Stawiamy na wzrost biznesu

Dariusz Topolewski, z prezesem i akcjonariuszem Oponeo.pl rozmawia Jacek Mysior.

Publikacja: 11.05.2018 05:04

Dariusz Topolewski, prezes i akcjonariusz Oponeo.pl.

Dariusz Topolewski, prezes i akcjonariusz Oponeo.pl.

Foto: Archiwum

W ostatnich latach mogliście się wykazać efektownym, dwucyfrowym tempem wzrostu. Czy utrzymacie wysoką dynamikę sprzedaży w tym roku?

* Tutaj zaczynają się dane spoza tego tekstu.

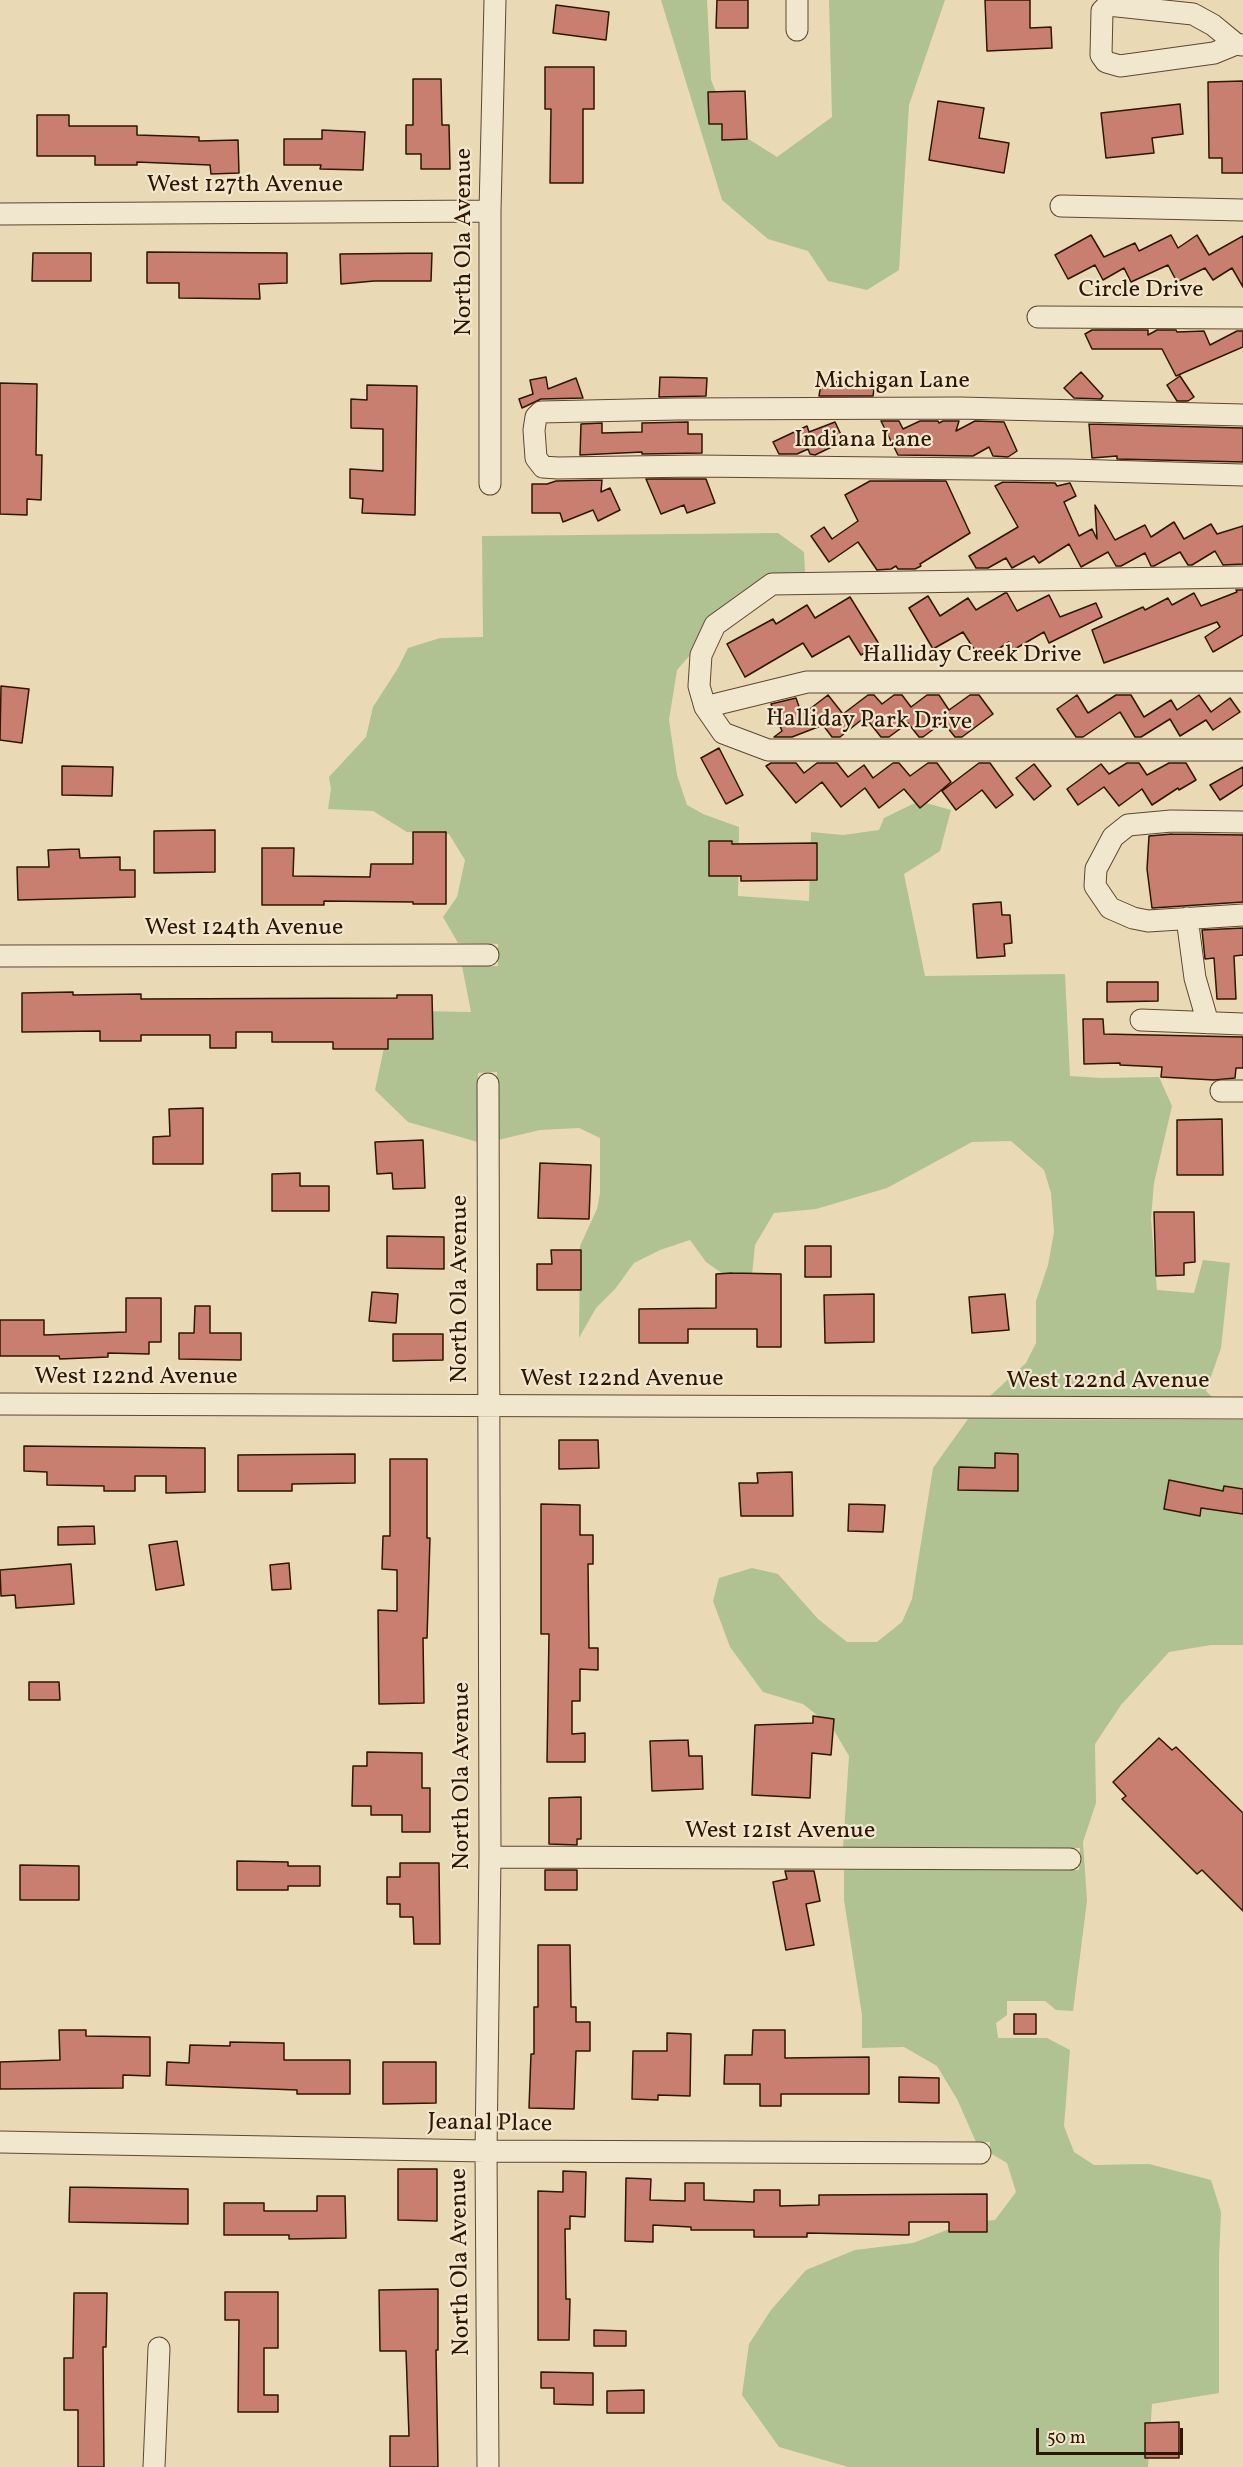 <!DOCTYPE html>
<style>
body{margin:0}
#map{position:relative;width:1243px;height:2467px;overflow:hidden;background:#e9dab5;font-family:Vollkorn,serif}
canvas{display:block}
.scale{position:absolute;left:1036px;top:2428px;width:147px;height:27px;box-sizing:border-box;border:3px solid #2f1601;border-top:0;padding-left:8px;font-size:18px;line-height:21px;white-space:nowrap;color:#2f1601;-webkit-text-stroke:4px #f1e7cf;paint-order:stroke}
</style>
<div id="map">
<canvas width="1243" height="2467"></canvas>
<div class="scale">50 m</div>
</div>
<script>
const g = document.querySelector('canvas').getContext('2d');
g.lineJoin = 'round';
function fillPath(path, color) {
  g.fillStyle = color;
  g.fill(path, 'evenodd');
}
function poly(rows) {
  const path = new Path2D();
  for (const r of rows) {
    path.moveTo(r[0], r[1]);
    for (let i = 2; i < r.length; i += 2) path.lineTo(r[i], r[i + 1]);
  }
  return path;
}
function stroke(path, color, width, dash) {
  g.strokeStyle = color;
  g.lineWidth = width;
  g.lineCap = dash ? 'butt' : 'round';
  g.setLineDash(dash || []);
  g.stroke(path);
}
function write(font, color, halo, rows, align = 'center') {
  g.font = font + ' Vollkorn,serif';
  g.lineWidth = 4.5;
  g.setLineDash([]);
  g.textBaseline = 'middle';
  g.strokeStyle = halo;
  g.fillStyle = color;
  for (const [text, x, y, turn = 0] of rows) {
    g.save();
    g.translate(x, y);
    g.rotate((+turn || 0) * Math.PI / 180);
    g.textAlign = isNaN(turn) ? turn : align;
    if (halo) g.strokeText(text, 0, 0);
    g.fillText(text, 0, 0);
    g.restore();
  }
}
const green = poly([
 [661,0,707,0,711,80,731,128,777,157,832,117,829,0,945,0,909,105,899,270,867,290,828,281,808,251,768,239,722,200],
 [778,533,804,552,805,572,767,574,709,616,692,653,677,670,669,720,677,775,687,805,703,814,739,827,738,896,809,901,811,832,843,835,879,830,884,818,919,801,951,810,940,851,904,874,925,976,1065,974,1070,1076,1101,1078,1159,1077,1172,1106,1154,1183,1151,1219,1157,1290,1194,1293,1203,1260,1230,1263,1221,1348,1206,1391,1212,1397,990,1396,1026,1363,1036,1343,1036,1301,1048,1265,1054,1232,1051,1193,1044,1170,1011,1141,972,1142,887,1188,816,1209,774,1213,755,1245,752,1275,739,1285,706,1262,690,1240,660,1250,634,1263,615,1289,596,1308,579,1338,580,1246,597,1209,600,1193,600,1138,579,1128,540,1130,498,1140,497,1072,478,1073,478,1142,408,1122,375,1090,387,1034,413,1011,471,1012,462,966,498,966,498,944,458,943,443,917,457,897,465,860,449,834,407,832,373,811,328,809,331,789,329,777,366,737,373,707,398,668,408,648,440,638,483,637,482,536],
 [968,1419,1243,1420,1243,1645,1211,1645,1169,1652,1121,1705,1095,1744,1096,1803,1083,1842,1087,1901,1073,2011,1056,2010,1045,2001,1007,2001,1007,2015,996,2023,998,2038,1047,2038,1070,2050,1064,2126,1074,2152,1094,2165,1149,2164,1211,2180,1221,2212,1219,2258,1219,2393,1152,2404,1148,2467,848,2467,779,2447,742,2395,749,2344,771,2310,806,2270,855,2250,913,2243,965,2223,995,2220,1016,2192,1007,2163,990,2153,990,2142,976,2142,957,2099,937,2066,904,2047,862,2048,862,2015,844,1900,844,1870,1079,1870,1080,1848,843,1847,849,1756,832,1727,803,1704,763,1692,730,1647,713,1601,719,1578,752,1568,778,1574,818,1619,847,1642,877,1642,902,1622,912,1599,933,1468]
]);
const building = poly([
 [717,0,748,0,748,28,716,28,717,0],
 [985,0,1030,0,1030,28,1051,27,1052,48,987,51,985,0],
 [556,5,609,12,606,40,553,33,556,5],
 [545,67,594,67,594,109,583,109,583,183,550,183,551,109,545,109,545,67],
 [413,79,441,79,442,125,449,125,450,169,421,169,421,154,406,154,406,125,413,125,413,79],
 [1243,81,1243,173,1222,173,1222,158,1209,158,1208,82,1243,81],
 [745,91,747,139,722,140,722,124,709,124,708,92,745,91],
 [938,101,984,108,979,138,1009,143,1004,173,929,160,938,101],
 [1180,104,1183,134,1152,138,1154,153,1106,158,1101,113,1180,104],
 [37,115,69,115,69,126,137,126,137,135,199,137,199,141,238,140,239,173,211,174,210,165,137,162,137,165,95,165,95,156,37,156,37,115],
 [322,130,365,132,363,170,320,169,321,165,284,165,284,139,322,139,322,130],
 [1091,235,1104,257,1135,243,1139,251,1171,235,1178,248,1197,235,1209,255,1243,236,1243,287,1232,268,1213,280,1205,268,1177,282,1168,265,1131,282,1124,268,1103,280,1095,265,1068,279,1055,255,1091,235],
 [147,252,287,253,287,283,259,284,260,299,179,298,179,283,147,283,147,252],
 [33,253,91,253,91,281,32,281,33,253],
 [432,253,431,281,374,281,341,284,340,254,432,253],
 [1092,330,1148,330,1148,335,1157,330,1176,330,1177,332,1204,331,1210,345,1237,331,1243,331,1243,347,1176,376,1162,349,1092,349,1085,334,1092,330],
 [1081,372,1103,396,1101,399,1074,398,1064,388,1081,372],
 [1180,376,1194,397,1188,401,1177,401,1167,385,1180,376],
 [546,377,548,389,576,378,583,398,541,399,522,408,519,399,533,394,530,380,546,377],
 [660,377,707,378,706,396,659,397,660,377],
 [822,379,874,389,873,396,819,396,822,379],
 [0,383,37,384,36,455,42,455,41,500,27,499,27,515,0,514,0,383],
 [367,385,417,386,415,515,362,513,363,499,350,498,350,469,383,471,383,429,351,428,351,399,367,400,367,385],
 [881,421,899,421,903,429,920,421,938,421,939,423,943,421,959,421,956,431,975,421,1004,422,1017,451,1008,457,993,456,989,447,973,456,898,455,881,421],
 [688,422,688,434,702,434,702,453,642,454,642,452,580,455,581,424,602,423,602,433,642,432,642,423,688,422],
 [835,422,844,441,815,455,810,454,808,449,797,454,779,454,773,442,807,426,809,432,835,422],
 [1089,424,1243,428,1243,462,1117,459,1117,456,1092,458,1089,424],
 [646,479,706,479,715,503,687,513,684,505,661,514,646,479],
 [602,480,601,492,610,488,620,510,598,521,593,510,563,522,560,513,532,513,532,484,547,484,556,481,602,480],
 [870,481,946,481,970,533,920,564,921,566,915,569,898,569,896,566,891,569,877,570,858,542,829,562,811,536,824,527,832,539,858,521,845,495,870,481],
 [1003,482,1055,483,1057,486,1070,483,1076,496,1064,502,1079,536,1092,529,1097,539,1095,505,1115,540,1145,525,1151,537,1174,522,1184,539,1211,524,1217,534,1243,526,1243,564,1223,565,1215,551,1192,565,1188,565,1180,552,1154,566,1151,566,1145,553,1121,566,1116,566,1108,552,1081,567,1069,544,1039,563,1034,556,1012,568,1006,558,988,568,976,568,969,556,1018,527,995,486,1003,482],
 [1236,590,1243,590,1243,635,1213,652,1205,637,1220,627,1217,622,1104,663,1092,630,1143,607,1145,610,1168,598,1172,605,1194,593,1201,606,1237,592,1236,590],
 [1005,593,1007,593,1017,611,1049,595,1060,617,1096,603,1102,617,1049,643,1044,632,1013,650,1009,642,981,660,963,632,933,649,909,608,928,596,940,616,968,598,976,610,1005,593],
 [850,597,879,644,861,655,849,636,812,657,803,643,745,677,727,644,773,619,776,624,807,605,815,618,850,597],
 [1,686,29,689,22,743,0,740,1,686],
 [828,695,843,714,868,695,874,695,882,704,894,695,902,695,911,707,927,695,939,695,949,710,970,695,979,695,993,714,962,737,955,737,943,722,923,737,919,737,908,723,889,737,881,737,865,717,840,737,832,737,823,725,792,737,774,737,782,731,771,704,796,698,802,715,828,695],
 [1077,695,1088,713,1116,695,1131,695,1144,717,1171,700,1177,710,1199,695,1211,712,1230,698,1240,712,1213,730,1206,720,1180,736,1170,719,1141,737,1135,737,1120,712,1083,737,1076,737,1057,709,1077,695],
 [719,748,743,795,726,804,701,758,719,748],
 [771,763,796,763,804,773,817,763,837,763,848,777,864,765,873,778,893,763,899,763,910,776,928,763,937,763,951,782,920,808,904,789,879,808,865,788,841,807,822,782,796,803,766,766,771,763],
 [979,763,990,763,1013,795,996,808,982,790,956,810,942,791,979,763],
 [1127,763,1139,763,1147,775,1169,763,1186,763,1196,780,1179,790,1178,788,1152,805,1142,789,1119,806,1104,787,1078,805,1067,789,1101,764,1109,774,1127,763],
 [1034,764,1051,786,1034,800,1016,778,1034,764],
 [62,766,113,767,112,796,62,795,62,766],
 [1243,767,1243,785,1220,800,1210,785,1243,767],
 [215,830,215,872,154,873,154,831,215,830],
 [413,832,446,832,446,904,413,904,413,902,324,901,324,905,262,905,262,848,294,848,293,876,370,877,371,864,413,864,413,832],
 [1172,834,1243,835,1243,902,1152,908,1147,869,1149,836,1172,834],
 [709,841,732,841,732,844,817,843,817,880,741,881,741,876,709,876,709,841],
 [79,849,80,858,120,857,120,870,135,870,135,897,18,900,17,867,49,867,48,850,79,849],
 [1001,902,1002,915,1010,915,1012,943,1004,944,1005,956,977,958,973,904,1001,902],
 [1243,928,1243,955,1234,956,1236,999,1217,999,1214,958,1205,959,1202,930,1243,928],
 [1107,982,1158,982,1158,1001,1107,1002,1107,982],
 [73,992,73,995,141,994,141,999,397,998,397,995,432,995,433,1039,388,1039,388,1049,333,1049,333,1042,272,1042,272,1032,236,1032,236,1048,210,1048,210,1035,141,1035,141,1041,100,1041,100,1031,22,1032,22,993,73,992],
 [1083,1019,1103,1019,1104,1034,1243,1037,1243,1068,1236,1068,1235,1078,1214,1080,1161,1077,1162,1067,1120,1065,1120,1063,1084,1064,1083,1019],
 [203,1108,203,1164,153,1164,153,1137,170,1136,169,1109,203,1108],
 [1222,1119,1223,1175,1177,1175,1177,1120,1222,1119],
 [423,1140,425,1188,393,1189,392,1173,377,1174,375,1142,423,1140],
 [540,1163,591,1165,589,1219,538,1218,540,1163],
 [300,1173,300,1186,329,1186,329,1211,272,1211,272,1174,300,1173],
 [1154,1212,1194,1212,1195,1262,1184,1263,1184,1275,1156,1276,1154,1212],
 [387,1236,444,1237,444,1269,387,1268,387,1236],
 [805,1246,831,1246,831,1277,805,1277,805,1246],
 [551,1250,581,1250,581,1290,537,1290,537,1264,552,1264,551,1250],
 [732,1273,781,1274,781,1347,757,1347,757,1329,688,1329,688,1343,639,1343,639,1309,716,1308,716,1274,732,1273],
 [372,1292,398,1294,396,1323,369,1321,372,1292],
 [874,1294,874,1342,825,1343,824,1295,874,1294],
 [1005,1294,1009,1330,972,1333,969,1297,1005,1294],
 [126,1298,161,1298,161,1342,149,1342,149,1354,108,1353,108,1357,60,1359,59,1356,0,1356,0,1320,44,1320,44,1335,126,1332,126,1298],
 [195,1306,210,1306,210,1333,241,1333,241,1360,179,1359,179,1333,194,1333,195,1306],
 [393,1334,443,1334,443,1360,393,1361,393,1334],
 [559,1440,598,1440,599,1468,559,1469,559,1440],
 [24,1446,205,1448,205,1492,166,1493,166,1476,135,1476,135,1491,104,1491,104,1486,47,1485,47,1472,24,1471,24,1446],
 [995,1453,1018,1454,1018,1491,958,1490,959,1467,995,1468,995,1453],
 [355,1454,355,1483,292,1484,292,1491,238,1491,238,1455,355,1454],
 [390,1459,427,1459,427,1538,430,1538,427,1638,423,1638,424,1703,379,1704,378,1610,397,1611,397,1570,382,1569,383,1536,390,1536,390,1459],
 [792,1472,793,1516,741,1516,739,1483,758,1483,757,1473,792,1472],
 [1169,1480,1223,1491,1224,1486,1243,1489,1243,1514,1201,1508,1200,1516,1164,1509,1169,1480],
 [541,1504,580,1505,580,1535,593,1535,593,1564,588,1564,589,1648,598,1648,598,1670,580,1669,580,1701,572,1701,572,1734,585,1733,585,1762,547,1762,549,1634,541,1634,541,1504],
 [849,1504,885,1505,883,1532,848,1531,849,1504],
 [94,1526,95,1544,58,1545,58,1527,94,1526],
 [177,1541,184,1585,156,1590,149,1545,177,1541],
 [289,1563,291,1589,272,1590,270,1565,289,1563],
 [71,1564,74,1604,16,1608,15,1595,1,1596,0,1570,71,1564],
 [29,1682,59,1682,60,1700,29,1700,29,1682],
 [813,1716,834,1719,831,1755,812,1753,810,1798,752,1795,755,1725,813,1723,813,1716],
 [1159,1738,1172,1750,1176,1747,1243,1813,1243,1911,1202,1870,1197,1874,1122,1799,1126,1796,1113,1782,1159,1738],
 [688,1740,689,1756,702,1756,703,1789,652,1791,650,1741,688,1740],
 [367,1752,422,1753,422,1788,430,1788,430,1832,402,1832,402,1815,371,1815,371,1806,352,1806,353,1766,367,1766,367,1752],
 [581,1797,581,1839,577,1839,577,1845,549,1844,549,1798,581,1797],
 [237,1861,288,1862,288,1866,320,1866,320,1886,288,1886,288,1890,237,1890,237,1861],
 [400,1863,439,1863,440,1944,414,1944,413,1917,400,1917,400,1904,387,1904,387,1877,400,1877,400,1863],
 [20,1865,79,1866,79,1900,20,1900,20,1865],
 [545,1870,577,1870,577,1890,545,1890,545,1870],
 [785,1871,814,1871,820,1901,806,1904,814,1945,786,1950,773,1882,787,1879,785,1871],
 [538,1945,570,1945,571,2007,576,2007,576,2022,590,2022,590,2051,576,2051,574,2109,529,2108,531,2054,534,2054,534,2007,538,2007,538,1945],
 [1014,2014,1036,2014,1036,2034,1014,2034,1014,2014],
 [59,2030,86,2030,86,2036,150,2037,150,2076,123,2075,123,2088,0,2089,0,2062,60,2060,59,2030],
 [753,2030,785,2030,785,2058,869,2057,869,2094,781,2094,781,2106,760,2106,760,2084,724,2084,725,2055,752,2055,753,2030],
 [667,2033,691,2034,690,2096,658,2095,658,2100,632,2099,633,2051,667,2051,667,2033],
 [230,2042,284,2043,284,2060,350,2060,350,2094,297,2094,297,2090,166,2085,167,2062,189,2063,190,2045,230,2046,230,2042],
 [383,2062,436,2062,436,2103,383,2104,383,2062],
 [899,2077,939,2078,939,2103,899,2102,899,2077],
 [398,2169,437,2169,437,2221,398,2220,398,2169],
 [563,2171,586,2172,585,2217,570,2216,570,2229,565,2229,566,2299,570,2299,569,2340,538,2340,538,2191,563,2192,563,2171],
 [626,2178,651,2179,650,2200,685,2201,685,2183,704,2183,704,2200,754,2202,754,2190,780,2190,780,2206,819,2205,819,2195,987,2194,987,2232,949,2232,949,2222,909,2222,909,2235,807,2233,807,2237,754,2237,754,2230,691,2230,691,2227,653,2225,653,2242,625,2241,626,2178],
 [70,2187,188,2189,188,2224,69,2222,70,2187],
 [317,2196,345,2196,346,2238,289,2239,289,2235,224,2235,224,2203,264,2203,264,2211,317,2211,317,2196],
 [438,2289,438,2350,436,2350,438,2467,390,2467,390,2436,409,2436,406,2351,380,2351,379,2290,438,2289],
 [225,2292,278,2292,278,2348,264,2348,264,2395,278,2395,278,2412,238,2412,239,2320,225,2320,225,2292],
 [74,2293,107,2293,106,2347,103,2347,104,2467,78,2467,78,2410,64,2410,64,2358,73,2358,74,2293],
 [594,2330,626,2331,626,2346,594,2346,594,2330],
 [541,2372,593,2373,593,2405,554,2404,554,2388,541,2388,541,2372],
 [644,2390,644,2413,607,2413,607,2391,644,2390],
 [1179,2422,1179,2458,1145,2458,1145,2423,1179,2422]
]);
const minor = poly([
 [797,30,797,0],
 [1236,44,1214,53,1120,66,1106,62,1101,55,1102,11,1108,5,1193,14,1213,25,1236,44,1243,45],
 [1061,206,1243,210],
 [0,214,490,211],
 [1038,317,1243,318],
 [1243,415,960,408,677,409,541,412,536,417,534,430,536,458,543,467,558,468,697,466,1070,470,1243,475],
 [490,484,490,211,495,0],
 [1243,577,772,584,715,625,701,655,699,686,705,707,723,733,768,750,1243,750],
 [705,707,807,682,1243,682],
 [1243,822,1171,821,1128,825,1113,837,1096,869,1095,886,1110,908,1133,918,1148,921,1243,915],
 [1187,918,1195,978,1208,1023],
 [0,956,488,955],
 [1141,1020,1243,1024],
 [488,1084,490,1857,486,2151,488,2467],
 [1221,1091,1243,1091],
 [0,1404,1243,1408],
 [490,1857,1070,1859],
 [0,2142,486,2151,980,2153],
 [154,2467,159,2348]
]);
const streetNames = [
 ["West 127th Avenue",245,187],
 ["North Ola Avenue",466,242,-90],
 ["Circle Drive",1141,292],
 ["Michigan Lane",892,383],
 ["Indiana Lane",863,442],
 ["Halliday Creek Drive",972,657],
 ["Halliday Park Drive",869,722,1],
 ["West 124th Avenue",244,930],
 ["North Ola Avenue",462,1289,-90],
 ["West 122nd Avenue",136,1379],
 ["West 122nd Avenue",622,1381],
 ["West 122nd Avenue",1108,1383],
 ["North Ola Avenue",464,1776,-90],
 ["West 121st Avenue",780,1833],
 ["Jeanal Place",490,2125,1],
 ["North Ola Avenue",462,2262,-91]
];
fillPath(green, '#b0c192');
fillPath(building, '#c97f6f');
stroke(building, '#2f1601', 1.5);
stroke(minor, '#5e472e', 23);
stroke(minor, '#f1e7cf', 21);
write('24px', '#2f1601', '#f1e7cf', streetNames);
</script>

Głównym motorem wzrostu Oponeo będzie wzrost znaczenia kanału e-commerce w sprzedaży opon w Europie. Potencjał do wzrostu jest tutaj spory. Warto zauważyć, że w Polsce od 25–27 proc. opon kupowanych jest przez internet, podczas gdy w Czechach jest to 40–45 proc. Nie bez znaczenia jest też korzystna koniunktura na rynku oponiarskim. Rynek krajowy w 2017 r. wzrósł o ponad 6 proc., a my mamy już znaczący kawałek tego rynku. W tym roku w kraju wzrost może być nieco wolniejszy. Głównym czynnikiem, który napędza lokalny rynek, jest rosnący import używanych samochodów. Jak dotąd nic też nie wskazuje, żeby koniunktura za granicą miała się pogorszyć w tym roku. Dlatego zakładamy, że w 2018 r. utrzymamy dwucyfrową dynamikę wzrostu. Jesteśmy w stanie w tym roku urosnąć w tempie przynajmniej 20 proc. Oceniam, że przez dwa, trzy lata będziemy w stanie utrzymywać dotychczasowe tempo wzrostu.

Czy w grę wchodzą nowe rynki, czy rozwój na dotychczasowych?

Cały czas chcemy umacniać się na naszym największym rynku, którym jest Polska. W dalszym ciągu widzimy miejsce do wzrostu sprzedaży na większości dotychczasowych rynków, przede wszystkim w Europie. Z uwagi na silną konkurencję nie spodziewam się znaczącej poprawy jedynie na rynku francuskim. Na pozostałych rynkach mamy szansę powalczyć o lepszą pozycję i zamierzamy z niej skorzystać. W naszej ocenie największy potencjał mają Wielka Brytania, Włochy, Niemcy, Austria i kraje Beneluksu.

Niedawno ruszyliście ze sprzedażą w Stanach Zjednoczonych. Jak rozwija się ten projekt?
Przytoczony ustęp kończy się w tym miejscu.